Modes set the canvas: 80x25 (one classic screen), 80x50 (taller, more detail) and mono (a greyscale ramp, tintable toward any hue via the mono base control). The output is verified byte-faithful — an independent CP437 re-render of the .ANS reproduces the preview exactly.

python -m lenser.cli photo.jpg --platform ansi -m 80x50 -o photo.ans

Requirements

Required

  • Python 3.9+, with numpy and Pillow. That's all the ANSI/CP437 export needs.

Optional external tools. These are located by name on your PATH — the app runs xa, c1541, mame as bare commands (via shutil.which), with no config file or environment-variable override. If a tool isn't on PATH, the feature that needs it is disabled (the GUI greys it out; the CLI raises a clear error naming the missing command). Install them so the command is on PATH, or symlink the binary into a PATH directory.

  • PyQt5 — only for the GUI (imported at GUI start-up); the CLI works without it. Install into the same Python environment you run lenser with.

  • xa (xa65) — the 6502 assembler that builds the on-machine viewers. Required to export for any real machine (C64, Atari, Apple, …); looked up as the command xa on PATH. Not needed for the ANSI export or for image previews.

  • VICE's c1541 — builds the Commodore disk images (.d64 / .d71 / .d81, and the C128 .d64). Looked up as the command c1541 on PATH (it ships with VICE). Only needed when exporting those Commodore disk formats.

  • MAME — powers the Run in emulator button for every platform (the C64 and Atari included; there is no VICE/atari800 runner). Looked up as the command mame on PATH. MAME finds its own system ROMs via its normal rompath; lenser only launches it. Purely optional — it's never needed to produce a disk or cartridge, only to preview one.

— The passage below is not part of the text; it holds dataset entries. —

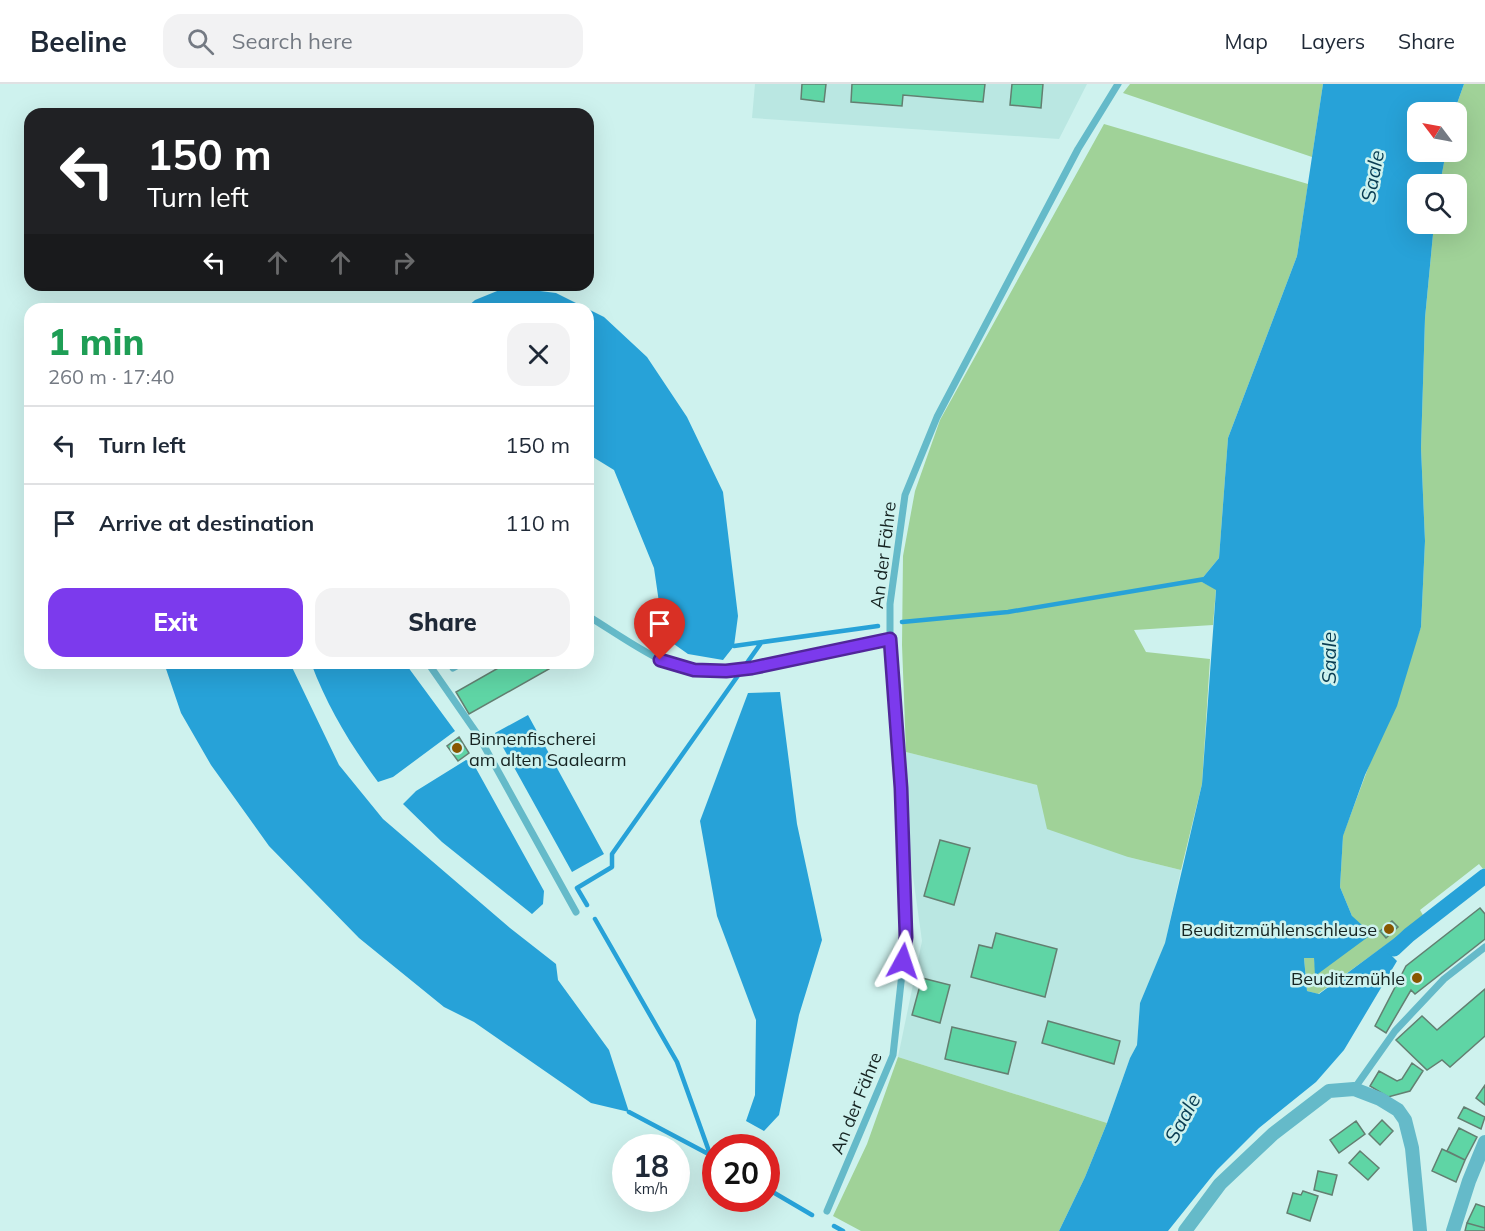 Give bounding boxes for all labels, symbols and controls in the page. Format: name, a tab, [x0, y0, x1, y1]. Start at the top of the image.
search box	[163, 14, 583, 68]
text: Beeline	[30, 24, 127, 59]
icon: search	[184, 25, 217, 58]
text: Search here	[232, 27, 353, 55]
text: Map	[1225, 28, 1268, 54]
text: Layers	[1301, 28, 1365, 54]
text: Share	[1398, 28, 1455, 54]
north arrow	[1407, 102, 1467, 162]
map controls	[1407, 102, 1467, 234]
text: 150 m	[147, 128, 272, 181]
icon: left	[48, 132, 126, 210]
water label: Saale	[1355, 148, 1389, 204]
button: search	[1407, 174, 1467, 234]
text: Turn left	[147, 180, 249, 214]
icon: left	[198, 246, 231, 279]
icon: ahead	[261, 246, 294, 279]
icon: ahead	[324, 246, 357, 279]
icon: right	[387, 246, 420, 279]
text: 1 min	[48, 319, 144, 364]
button: close	[507, 323, 570, 386]
text: 260 m · 17:40	[48, 364, 174, 389]
icon: left	[48, 429, 81, 462]
text: Turn left	[99, 431, 186, 459]
text: 150 m	[505, 431, 570, 459]
street label: An der Fähre	[865, 500, 901, 610]
icon: arrive	[48, 507, 81, 540]
text: Arrive at destination	[99, 509, 314, 537]
text: 110 m	[505, 509, 570, 537]
button: Exit	[48, 588, 303, 657]
button: Share	[315, 588, 570, 657]
pin	[634, 598, 685, 660]
icon: arrive	[643, 607, 676, 640]
water label: Saale	[1316, 632, 1341, 684]
place label: Binnenfischerei am alten Saalearm	[469, 727, 627, 771]
marker: Binnenfischerei am alten Saalearm	[450, 741, 464, 755]
place label: Beuditzmühlenschleuse	[1181, 918, 1377, 941]
marker: Beuditzmühlenschleuse	[1382, 922, 1396, 936]
position arrow	[871, 929, 935, 993]
place label: Beuditzmühle	[1291, 967, 1405, 990]
marker: Beuditzmühle	[1410, 971, 1424, 985]
street label: An der Fähre	[825, 1049, 887, 1157]
water label: Saale	[1158, 1089, 1206, 1147]
speed limit sign: 20	[702, 1134, 780, 1212]
text: 18	[633, 1147, 669, 1185]
text: km/h	[634, 1179, 668, 1198]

  • atari800optional palette source only (it is not used to run anything). If its bundled NTSC palette file is present, lenser reads it so the Atari preview matches the emulator exactly; otherwise a generated YIQ palette is used. It is searched for at these fixed paths (not on PATH), first match wins:

    • /usr/share/atari800/Palettes/Real.act

    • /usr/share/atari800/default.pal

    • /usr/local/share/atari800/default.pal

On Debian/Ubuntu, installing the packages puts every command on PATH:

sudo apt install python3-numpy python3-pil python3-pyqt5 xa65 vice mame atari800

Usage

GUI

python -m lenser.gui      # or: 8bitlenser

Open an image (via Open image… or by dragging an image file onto the window), pick a mode / disk format / dithering, watch the live C64 preview, then Export.

Slideshow (multiple images on one disk)

Tune an image, click Add to slideshow, repeat for as many images as you like (each keeps its own mode / dithering / palette / adjustments), then open Slideshow… to arrange the queue and Export one drive image. The dialog shows a live storage meter and refuses to export once the queue exceeds the chosen disk format's capacity (or its directory limit), so you always know how many more images fit. Choose how the viewer advances: on a keypress, automatically after N seconds, or both (keys still work, but it auto-advances on the timer), and whether it loops. On the C64 the exported disk boots with LOAD"*",8,1 then RUN and steps through the pictures.

On the C64, hires, multicolor and mono may be mixed freely in one slideshow; FLI and interlace are supported too, but as uniform shows (all-FLI or all-interlace) since each needs its own raster engine. The Commodore 128 (640×200 VDC hicolor/mono, .d64 booted with RUN"PIC"), the Atari (GR.15 / GR.9 / GR.8 / GR.15+DLI, self-booting .atr that SIO-loads each slide), the BBC Micro (single screen mode, DFS .ssd that *LOADs each slide), the Apple II (HGR, self-booting .dsk; up to 4 images loaded into RAM at once), the Apple IIgs (Super Hi-Res, self-booting .dsk with a two-stage 65816 loader that banks each 32 KB image; up to 4), and the Commodore Amiga (lo-res/HAM, bootable .adf whose 68000 boot block loads every image into chip RAM and cycles them) are also supported — all seven disk platforms.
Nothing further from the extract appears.